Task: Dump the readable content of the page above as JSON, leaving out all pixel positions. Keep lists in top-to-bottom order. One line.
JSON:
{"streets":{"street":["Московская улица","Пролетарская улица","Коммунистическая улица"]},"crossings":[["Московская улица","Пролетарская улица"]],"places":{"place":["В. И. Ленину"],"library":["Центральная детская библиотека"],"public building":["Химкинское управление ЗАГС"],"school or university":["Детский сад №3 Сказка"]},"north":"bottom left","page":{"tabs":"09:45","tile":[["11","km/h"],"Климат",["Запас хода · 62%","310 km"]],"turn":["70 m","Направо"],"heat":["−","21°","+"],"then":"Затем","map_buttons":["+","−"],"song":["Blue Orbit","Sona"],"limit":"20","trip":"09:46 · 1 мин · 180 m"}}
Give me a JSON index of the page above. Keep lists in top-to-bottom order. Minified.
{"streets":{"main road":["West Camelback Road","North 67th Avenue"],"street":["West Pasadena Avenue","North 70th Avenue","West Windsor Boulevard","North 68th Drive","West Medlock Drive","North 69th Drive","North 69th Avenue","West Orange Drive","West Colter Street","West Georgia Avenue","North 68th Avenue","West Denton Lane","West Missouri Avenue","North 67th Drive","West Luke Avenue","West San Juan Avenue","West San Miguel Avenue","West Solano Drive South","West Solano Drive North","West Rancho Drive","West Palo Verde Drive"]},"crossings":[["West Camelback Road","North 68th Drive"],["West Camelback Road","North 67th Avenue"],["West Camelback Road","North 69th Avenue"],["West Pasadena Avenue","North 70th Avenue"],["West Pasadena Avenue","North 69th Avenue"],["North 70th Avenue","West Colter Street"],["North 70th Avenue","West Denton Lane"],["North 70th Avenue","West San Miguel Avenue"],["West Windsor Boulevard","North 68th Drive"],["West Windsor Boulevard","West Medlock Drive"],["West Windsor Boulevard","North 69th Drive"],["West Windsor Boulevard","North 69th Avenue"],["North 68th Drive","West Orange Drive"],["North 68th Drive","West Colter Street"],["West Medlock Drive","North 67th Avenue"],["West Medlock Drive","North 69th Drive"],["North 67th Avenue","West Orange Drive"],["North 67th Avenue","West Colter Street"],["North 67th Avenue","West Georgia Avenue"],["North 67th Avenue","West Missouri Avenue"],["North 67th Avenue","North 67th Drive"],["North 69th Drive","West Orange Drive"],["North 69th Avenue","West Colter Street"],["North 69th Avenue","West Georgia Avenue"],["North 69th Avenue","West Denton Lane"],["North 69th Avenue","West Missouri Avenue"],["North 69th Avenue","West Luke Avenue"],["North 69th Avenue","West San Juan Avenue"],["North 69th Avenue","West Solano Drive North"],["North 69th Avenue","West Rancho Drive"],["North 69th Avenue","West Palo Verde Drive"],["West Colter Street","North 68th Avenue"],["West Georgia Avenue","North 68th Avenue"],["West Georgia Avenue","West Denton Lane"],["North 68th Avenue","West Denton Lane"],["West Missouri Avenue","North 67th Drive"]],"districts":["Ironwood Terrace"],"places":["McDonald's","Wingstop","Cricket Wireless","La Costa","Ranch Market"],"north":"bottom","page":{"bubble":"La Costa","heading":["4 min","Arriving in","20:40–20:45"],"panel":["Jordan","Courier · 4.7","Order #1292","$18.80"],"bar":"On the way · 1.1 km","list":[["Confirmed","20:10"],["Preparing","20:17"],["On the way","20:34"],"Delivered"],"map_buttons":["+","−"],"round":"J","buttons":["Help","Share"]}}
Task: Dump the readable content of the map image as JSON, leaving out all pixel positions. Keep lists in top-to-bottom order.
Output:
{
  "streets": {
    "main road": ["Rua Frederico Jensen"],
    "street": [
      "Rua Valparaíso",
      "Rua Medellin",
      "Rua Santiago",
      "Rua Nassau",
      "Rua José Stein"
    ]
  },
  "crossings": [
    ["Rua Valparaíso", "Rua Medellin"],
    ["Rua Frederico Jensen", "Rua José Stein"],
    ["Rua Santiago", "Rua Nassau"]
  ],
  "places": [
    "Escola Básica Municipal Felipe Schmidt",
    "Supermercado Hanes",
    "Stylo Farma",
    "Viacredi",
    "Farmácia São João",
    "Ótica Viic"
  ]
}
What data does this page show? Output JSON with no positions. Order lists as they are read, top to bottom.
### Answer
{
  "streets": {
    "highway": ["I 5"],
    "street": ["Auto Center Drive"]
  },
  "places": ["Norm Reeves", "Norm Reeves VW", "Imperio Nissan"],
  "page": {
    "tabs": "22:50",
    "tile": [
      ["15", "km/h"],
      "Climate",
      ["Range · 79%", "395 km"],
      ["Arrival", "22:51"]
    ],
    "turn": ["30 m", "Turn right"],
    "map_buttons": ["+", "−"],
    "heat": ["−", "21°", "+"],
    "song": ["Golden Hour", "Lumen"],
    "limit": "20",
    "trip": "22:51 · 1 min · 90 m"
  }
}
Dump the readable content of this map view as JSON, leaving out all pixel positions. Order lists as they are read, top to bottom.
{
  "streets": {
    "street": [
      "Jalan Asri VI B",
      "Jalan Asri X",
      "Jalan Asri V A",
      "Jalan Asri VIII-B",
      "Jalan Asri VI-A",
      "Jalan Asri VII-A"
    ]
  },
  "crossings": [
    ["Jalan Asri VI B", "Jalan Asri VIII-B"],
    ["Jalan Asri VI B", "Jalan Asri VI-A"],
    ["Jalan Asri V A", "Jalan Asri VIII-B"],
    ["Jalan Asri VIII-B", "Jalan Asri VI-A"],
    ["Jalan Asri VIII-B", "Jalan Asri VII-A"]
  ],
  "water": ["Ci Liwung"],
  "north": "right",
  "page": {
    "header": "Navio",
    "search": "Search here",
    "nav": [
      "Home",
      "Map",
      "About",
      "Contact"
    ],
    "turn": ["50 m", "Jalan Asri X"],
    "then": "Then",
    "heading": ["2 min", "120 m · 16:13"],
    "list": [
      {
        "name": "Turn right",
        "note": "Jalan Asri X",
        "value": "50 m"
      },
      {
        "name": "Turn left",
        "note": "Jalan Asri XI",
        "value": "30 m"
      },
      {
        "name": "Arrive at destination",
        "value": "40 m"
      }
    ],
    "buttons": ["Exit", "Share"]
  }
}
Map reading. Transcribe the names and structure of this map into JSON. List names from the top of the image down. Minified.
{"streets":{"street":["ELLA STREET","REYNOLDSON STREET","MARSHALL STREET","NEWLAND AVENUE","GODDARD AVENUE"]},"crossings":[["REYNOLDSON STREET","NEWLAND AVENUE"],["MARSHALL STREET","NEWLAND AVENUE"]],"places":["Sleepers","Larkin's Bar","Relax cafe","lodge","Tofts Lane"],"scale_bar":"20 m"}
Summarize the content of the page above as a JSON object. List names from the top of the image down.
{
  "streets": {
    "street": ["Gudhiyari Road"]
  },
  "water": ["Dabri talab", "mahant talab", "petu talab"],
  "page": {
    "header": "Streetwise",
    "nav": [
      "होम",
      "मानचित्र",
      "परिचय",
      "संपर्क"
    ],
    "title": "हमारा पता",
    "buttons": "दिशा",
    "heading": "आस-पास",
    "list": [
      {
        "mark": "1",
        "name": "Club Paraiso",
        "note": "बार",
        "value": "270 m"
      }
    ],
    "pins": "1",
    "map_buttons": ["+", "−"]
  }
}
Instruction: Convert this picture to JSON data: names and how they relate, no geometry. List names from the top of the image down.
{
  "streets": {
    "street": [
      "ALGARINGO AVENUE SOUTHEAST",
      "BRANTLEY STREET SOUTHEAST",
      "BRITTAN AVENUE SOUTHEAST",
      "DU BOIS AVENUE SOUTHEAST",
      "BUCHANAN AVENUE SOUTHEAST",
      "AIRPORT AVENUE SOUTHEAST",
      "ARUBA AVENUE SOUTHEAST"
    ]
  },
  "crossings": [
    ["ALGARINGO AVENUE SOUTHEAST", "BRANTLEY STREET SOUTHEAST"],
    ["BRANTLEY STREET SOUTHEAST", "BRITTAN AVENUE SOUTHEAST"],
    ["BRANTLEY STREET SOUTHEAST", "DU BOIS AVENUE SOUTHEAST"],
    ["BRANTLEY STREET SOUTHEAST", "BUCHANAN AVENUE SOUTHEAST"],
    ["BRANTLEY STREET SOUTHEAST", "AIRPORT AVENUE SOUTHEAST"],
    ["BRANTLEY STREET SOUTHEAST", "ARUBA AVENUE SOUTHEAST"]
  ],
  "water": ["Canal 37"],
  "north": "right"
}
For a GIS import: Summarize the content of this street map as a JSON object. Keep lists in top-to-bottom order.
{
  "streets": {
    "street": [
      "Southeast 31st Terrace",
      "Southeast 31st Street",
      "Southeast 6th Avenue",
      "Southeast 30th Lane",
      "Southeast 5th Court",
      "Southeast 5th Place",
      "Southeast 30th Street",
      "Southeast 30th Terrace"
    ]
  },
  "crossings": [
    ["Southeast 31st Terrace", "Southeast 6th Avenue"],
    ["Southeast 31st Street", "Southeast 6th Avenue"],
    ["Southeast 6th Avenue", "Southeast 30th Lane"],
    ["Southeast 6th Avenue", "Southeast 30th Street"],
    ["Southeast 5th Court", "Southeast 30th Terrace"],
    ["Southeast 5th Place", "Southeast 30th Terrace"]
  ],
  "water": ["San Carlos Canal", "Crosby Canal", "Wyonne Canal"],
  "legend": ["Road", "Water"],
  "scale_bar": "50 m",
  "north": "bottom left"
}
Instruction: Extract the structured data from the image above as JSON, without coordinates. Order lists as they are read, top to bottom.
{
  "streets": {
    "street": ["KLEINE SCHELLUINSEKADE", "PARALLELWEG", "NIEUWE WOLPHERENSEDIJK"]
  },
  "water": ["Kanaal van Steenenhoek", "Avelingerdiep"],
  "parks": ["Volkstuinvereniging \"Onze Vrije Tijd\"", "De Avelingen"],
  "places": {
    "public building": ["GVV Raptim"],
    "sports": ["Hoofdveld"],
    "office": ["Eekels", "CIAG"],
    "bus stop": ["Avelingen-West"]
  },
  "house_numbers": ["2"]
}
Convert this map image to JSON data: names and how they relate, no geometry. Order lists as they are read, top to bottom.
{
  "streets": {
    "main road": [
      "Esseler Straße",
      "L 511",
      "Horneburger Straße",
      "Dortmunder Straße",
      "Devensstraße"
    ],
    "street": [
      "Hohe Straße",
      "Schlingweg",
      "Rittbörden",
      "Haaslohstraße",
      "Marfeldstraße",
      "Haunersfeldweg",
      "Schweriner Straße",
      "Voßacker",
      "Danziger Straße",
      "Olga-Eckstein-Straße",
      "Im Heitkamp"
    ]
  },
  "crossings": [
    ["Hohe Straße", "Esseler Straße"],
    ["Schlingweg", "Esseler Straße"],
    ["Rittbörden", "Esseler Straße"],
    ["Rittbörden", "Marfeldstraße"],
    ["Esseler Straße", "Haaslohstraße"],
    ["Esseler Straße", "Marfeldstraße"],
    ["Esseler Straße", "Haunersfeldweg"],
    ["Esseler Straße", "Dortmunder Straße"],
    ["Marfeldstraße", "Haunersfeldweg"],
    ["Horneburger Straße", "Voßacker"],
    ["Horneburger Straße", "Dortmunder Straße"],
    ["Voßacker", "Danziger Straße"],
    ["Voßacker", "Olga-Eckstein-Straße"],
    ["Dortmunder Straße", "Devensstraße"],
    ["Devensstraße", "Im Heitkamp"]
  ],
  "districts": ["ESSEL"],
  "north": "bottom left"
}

§ **ABOUT THIS TASK**
Copy every line of the material in which the word "Dump" occurs.

§ **RESPONSE AREA**
Task: Dump the readable content of the page above as JSON, leaving out all pixel positions. Keep lists in top-to-bottom order. One line.
Task: Dump the readable content of the map image as JSON, leaving out all pixel positions. Keep lists in top-to-bottom order.
Dump the readable content of this map view as JSON, leaving out all pixel positions. Order lists as they are read, top to bottom.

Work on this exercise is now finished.